■ Stored items ■
-- Opening Marker --
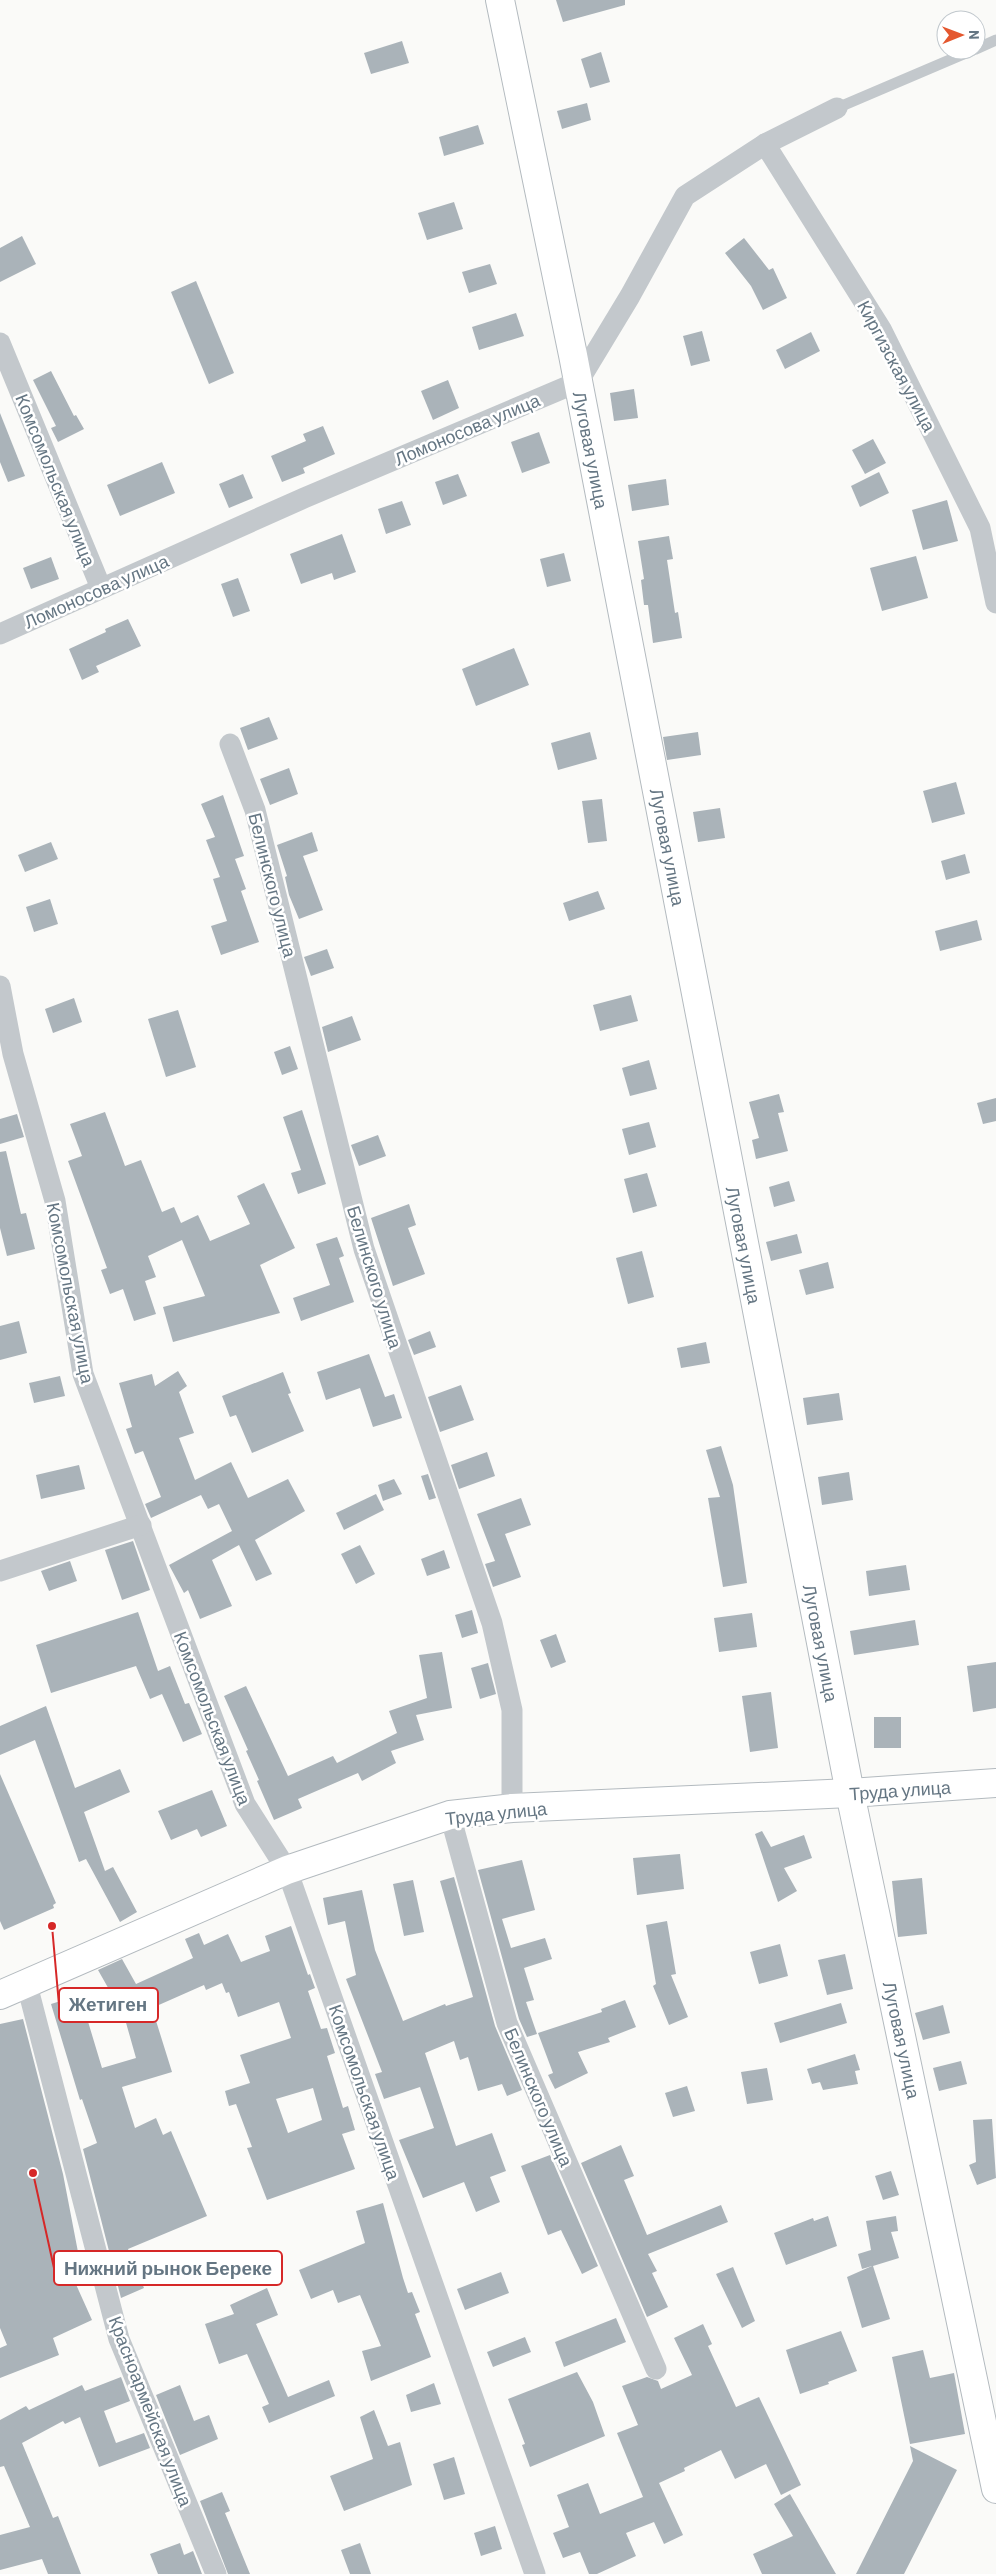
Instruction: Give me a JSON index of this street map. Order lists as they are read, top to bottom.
{
  "streets": {
    "street": [
      "Киргизская улица",
      "Ломоносова улица",
      "Луговая улица",
      "Комсомольская улица",
      "Белинского улица",
      "Труда улица",
      "Красноармейская улица"
    ]
  },
  "crossings": [
    ["Ломоносова улица", "Луговая улица"],
    ["Ломоносова улица", "Комсомольская улица"],
    ["Луговая улица", "Труда улица"],
    ["Комсомольская улица", "Труда улица"],
    ["Белинского улица", "Труда улица"],
    ["Труда улица", "Красноармейская улица"]
  ],
  "places": ["Жетиген", "Нижний рынок Береке"],
  "north": "right"
}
-- Closing Marker --
■ Activity ■
Give back every record exactly. Omit the pictures.

■ Reply to the task ■
Instruction: Give me a JSON index of this street map. Order lists as they are read, top to bottom.
{
  "streets": {
    "street": [
      "Киргизская улица",
      "Ломоносова улица",
      "Луговая улица",
      "Комсомольская улица",
      "Белинского улица",
      "Труда улица",
      "Красноармейская улица"
    ]
  },
  "crossings": [
    ["Ломоносова улица", "Луговая улица"],
    ["Ломоносова улица", "Комсомольская улица"],
    ["Луговая улица", "Труда улица"],
    ["Комсомольская улица", "Труда улица"],
    ["Белинского улица", "Труда улица"],
    ["Труда улица", "Красноармейская улица"]
  ],
  "places": ["Жетиген", "Нижний рынок Береке"],
  "north": "right"
}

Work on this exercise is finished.